You can make a Sec. 105(b) (aka healthcare reimbursement arrangement) work... and you can use a solo 401(k) to bump up your tax-deferred savings at lower income levels. But I'm not sure I see an easy way to combine them so you get synergy.
We also don't have any detailed info on your situation's specifics...
That said, here's some stuff to ponder... with a solo 401(k), you can do both the 25% match and then also an elective deferral (so another $18K).
Example #1: With $100K in profits all treated as self employment income for your spouse, spouse could do a $20K "employer match" and then also an $18K elective deferral. That gets you to a $38K 401(k) contribution..

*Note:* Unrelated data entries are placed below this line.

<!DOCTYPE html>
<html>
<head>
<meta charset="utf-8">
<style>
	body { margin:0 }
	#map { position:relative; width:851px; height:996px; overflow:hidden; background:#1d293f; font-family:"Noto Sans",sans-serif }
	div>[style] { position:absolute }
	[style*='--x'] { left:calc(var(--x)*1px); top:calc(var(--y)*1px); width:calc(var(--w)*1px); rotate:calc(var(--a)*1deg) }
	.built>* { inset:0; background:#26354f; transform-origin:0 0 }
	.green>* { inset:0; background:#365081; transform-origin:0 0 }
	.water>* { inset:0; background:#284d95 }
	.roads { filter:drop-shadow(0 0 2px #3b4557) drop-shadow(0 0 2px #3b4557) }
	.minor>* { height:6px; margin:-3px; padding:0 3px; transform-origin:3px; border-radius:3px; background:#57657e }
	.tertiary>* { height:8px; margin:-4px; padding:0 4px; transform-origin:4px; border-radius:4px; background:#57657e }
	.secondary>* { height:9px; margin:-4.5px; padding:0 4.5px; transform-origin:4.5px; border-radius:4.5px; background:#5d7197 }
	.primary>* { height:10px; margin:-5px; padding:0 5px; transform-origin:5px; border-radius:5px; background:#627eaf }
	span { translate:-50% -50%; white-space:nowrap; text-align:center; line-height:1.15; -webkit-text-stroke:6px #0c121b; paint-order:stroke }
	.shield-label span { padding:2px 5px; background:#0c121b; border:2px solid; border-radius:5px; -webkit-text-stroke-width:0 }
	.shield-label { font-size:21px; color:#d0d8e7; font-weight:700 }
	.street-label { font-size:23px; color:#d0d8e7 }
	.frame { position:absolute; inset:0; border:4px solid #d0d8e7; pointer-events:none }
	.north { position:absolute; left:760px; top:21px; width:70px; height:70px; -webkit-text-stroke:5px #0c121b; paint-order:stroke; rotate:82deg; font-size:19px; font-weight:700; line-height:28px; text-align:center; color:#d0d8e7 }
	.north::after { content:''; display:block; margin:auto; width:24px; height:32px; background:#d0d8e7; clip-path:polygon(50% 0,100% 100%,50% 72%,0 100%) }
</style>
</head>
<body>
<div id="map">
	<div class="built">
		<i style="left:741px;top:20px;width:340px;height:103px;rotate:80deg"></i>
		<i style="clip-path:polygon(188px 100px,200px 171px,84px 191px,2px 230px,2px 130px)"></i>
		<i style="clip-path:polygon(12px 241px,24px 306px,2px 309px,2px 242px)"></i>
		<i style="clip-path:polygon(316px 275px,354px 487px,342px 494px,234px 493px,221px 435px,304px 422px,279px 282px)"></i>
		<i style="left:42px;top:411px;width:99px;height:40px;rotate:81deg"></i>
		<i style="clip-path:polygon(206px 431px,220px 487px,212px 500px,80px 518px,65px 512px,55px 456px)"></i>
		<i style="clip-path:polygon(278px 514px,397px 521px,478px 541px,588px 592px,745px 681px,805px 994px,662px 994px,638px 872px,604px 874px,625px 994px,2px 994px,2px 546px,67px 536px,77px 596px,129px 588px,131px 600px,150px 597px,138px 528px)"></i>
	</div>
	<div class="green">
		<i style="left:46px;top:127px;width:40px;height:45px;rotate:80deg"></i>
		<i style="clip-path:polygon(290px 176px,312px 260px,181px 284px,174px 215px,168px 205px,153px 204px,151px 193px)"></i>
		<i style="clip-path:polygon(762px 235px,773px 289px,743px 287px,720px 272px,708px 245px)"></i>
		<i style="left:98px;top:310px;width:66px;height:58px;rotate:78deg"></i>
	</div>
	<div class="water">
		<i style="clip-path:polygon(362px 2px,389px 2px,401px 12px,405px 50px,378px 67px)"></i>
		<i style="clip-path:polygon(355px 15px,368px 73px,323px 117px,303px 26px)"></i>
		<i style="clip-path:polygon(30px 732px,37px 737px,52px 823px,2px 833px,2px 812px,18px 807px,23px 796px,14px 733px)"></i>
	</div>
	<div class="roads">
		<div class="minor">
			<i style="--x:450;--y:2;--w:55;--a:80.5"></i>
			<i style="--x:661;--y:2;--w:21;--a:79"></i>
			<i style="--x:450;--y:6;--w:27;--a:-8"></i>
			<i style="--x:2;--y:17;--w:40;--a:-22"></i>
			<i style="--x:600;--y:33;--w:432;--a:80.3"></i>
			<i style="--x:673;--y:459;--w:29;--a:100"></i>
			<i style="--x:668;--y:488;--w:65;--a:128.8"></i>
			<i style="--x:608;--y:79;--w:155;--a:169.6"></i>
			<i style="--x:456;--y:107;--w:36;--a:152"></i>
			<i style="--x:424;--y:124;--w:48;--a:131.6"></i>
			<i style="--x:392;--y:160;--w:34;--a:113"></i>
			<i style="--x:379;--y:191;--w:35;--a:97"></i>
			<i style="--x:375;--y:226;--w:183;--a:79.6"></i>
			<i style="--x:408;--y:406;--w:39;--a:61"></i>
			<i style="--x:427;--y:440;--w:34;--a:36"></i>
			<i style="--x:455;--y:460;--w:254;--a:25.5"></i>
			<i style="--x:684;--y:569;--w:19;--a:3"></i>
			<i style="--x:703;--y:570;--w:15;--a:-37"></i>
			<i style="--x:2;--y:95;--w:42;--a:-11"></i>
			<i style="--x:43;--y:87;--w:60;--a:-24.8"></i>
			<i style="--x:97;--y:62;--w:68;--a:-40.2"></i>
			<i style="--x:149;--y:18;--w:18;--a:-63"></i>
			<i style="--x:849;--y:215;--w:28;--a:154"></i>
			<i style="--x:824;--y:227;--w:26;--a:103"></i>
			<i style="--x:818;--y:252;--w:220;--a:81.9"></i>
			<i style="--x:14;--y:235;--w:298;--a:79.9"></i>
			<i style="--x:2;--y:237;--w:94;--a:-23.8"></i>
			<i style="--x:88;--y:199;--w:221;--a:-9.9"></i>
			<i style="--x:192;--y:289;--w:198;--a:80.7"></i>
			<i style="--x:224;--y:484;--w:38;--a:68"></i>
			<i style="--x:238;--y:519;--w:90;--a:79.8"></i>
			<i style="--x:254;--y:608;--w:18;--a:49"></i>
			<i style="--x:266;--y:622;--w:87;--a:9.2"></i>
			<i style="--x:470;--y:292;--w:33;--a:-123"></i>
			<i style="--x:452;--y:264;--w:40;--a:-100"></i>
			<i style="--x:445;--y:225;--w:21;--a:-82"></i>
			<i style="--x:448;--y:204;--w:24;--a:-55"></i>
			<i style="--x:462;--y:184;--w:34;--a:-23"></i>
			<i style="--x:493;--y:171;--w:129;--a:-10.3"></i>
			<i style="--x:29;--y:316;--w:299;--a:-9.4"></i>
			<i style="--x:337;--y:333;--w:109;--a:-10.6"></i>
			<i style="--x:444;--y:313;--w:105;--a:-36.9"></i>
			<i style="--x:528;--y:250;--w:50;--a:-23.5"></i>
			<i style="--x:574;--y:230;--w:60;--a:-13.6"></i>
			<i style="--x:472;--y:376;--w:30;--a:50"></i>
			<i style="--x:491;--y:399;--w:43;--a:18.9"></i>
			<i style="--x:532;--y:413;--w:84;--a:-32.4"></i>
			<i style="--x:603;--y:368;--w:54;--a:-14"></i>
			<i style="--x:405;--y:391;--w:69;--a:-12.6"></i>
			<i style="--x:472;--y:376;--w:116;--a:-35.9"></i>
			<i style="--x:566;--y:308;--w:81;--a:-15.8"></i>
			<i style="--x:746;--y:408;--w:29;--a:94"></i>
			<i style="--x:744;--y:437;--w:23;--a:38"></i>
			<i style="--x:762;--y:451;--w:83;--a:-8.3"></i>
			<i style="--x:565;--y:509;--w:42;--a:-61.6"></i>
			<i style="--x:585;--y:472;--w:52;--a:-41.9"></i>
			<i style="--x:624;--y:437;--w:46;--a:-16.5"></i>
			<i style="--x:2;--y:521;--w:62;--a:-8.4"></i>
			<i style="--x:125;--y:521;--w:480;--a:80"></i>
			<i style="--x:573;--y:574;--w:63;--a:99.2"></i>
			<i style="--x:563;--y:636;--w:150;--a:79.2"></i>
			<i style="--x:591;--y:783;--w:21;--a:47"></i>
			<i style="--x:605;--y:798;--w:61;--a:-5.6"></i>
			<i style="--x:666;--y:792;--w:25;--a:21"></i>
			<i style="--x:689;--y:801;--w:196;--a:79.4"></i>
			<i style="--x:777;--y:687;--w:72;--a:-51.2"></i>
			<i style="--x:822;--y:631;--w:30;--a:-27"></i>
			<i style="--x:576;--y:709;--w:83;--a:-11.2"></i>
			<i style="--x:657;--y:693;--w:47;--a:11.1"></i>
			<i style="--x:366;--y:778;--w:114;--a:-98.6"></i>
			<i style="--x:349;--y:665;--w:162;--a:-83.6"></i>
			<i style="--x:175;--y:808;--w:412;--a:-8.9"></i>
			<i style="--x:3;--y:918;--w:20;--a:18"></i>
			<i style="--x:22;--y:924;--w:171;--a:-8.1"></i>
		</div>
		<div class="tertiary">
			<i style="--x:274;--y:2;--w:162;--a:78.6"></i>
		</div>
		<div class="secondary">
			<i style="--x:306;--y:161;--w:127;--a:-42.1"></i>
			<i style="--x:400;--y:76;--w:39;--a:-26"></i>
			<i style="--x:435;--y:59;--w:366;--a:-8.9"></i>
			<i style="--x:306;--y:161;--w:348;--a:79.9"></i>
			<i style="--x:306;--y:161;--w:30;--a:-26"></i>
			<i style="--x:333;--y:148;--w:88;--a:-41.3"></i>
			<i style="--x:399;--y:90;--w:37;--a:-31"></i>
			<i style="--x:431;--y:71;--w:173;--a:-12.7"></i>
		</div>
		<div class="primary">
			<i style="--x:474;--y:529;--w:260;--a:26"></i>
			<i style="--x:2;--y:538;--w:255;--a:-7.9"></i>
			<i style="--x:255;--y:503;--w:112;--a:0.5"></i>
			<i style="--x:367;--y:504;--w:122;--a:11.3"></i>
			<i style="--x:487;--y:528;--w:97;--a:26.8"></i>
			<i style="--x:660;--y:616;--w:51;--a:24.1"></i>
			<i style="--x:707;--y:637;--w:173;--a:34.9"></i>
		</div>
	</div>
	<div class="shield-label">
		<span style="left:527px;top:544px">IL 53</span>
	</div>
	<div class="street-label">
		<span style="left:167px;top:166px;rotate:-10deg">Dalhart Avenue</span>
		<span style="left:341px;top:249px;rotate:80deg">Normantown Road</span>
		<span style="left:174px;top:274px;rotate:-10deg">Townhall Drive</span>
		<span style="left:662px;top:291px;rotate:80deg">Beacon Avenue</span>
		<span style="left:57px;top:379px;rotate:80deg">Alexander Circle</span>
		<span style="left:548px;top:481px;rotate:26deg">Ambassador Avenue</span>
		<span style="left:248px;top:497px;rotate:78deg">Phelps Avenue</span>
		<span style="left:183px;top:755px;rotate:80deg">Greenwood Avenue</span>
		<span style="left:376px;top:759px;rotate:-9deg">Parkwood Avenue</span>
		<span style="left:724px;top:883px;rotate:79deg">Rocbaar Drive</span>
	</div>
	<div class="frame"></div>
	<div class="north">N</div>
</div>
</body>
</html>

Example #2: With $100K in profits split between spouses (say $32K to one spouse as wages and $68K to other spouse as self-employment earnings), each spouse could do an $18K elective deferral... and then on the employed spouse, business could do an $8K 'employer match'... and then on the other spouse probably about a $12K 'employer match.' That puts you to roughly $56K. Roughly...
Bottomline: You can save a ton into your 401(k)s without having to fiddle with a Sec. 105(b) plan.
Note: I used $100K in income just to make the math easy. Most households make half that amount...
BTW you possibly can do a Sec. 105(b) plan and save income and payroll taxes via that gambit. But it doesn't really jack your 401(k).And if you're thinking that way, you might want to just look at the S corporation option since that'll let you save a ton of payroll taxes.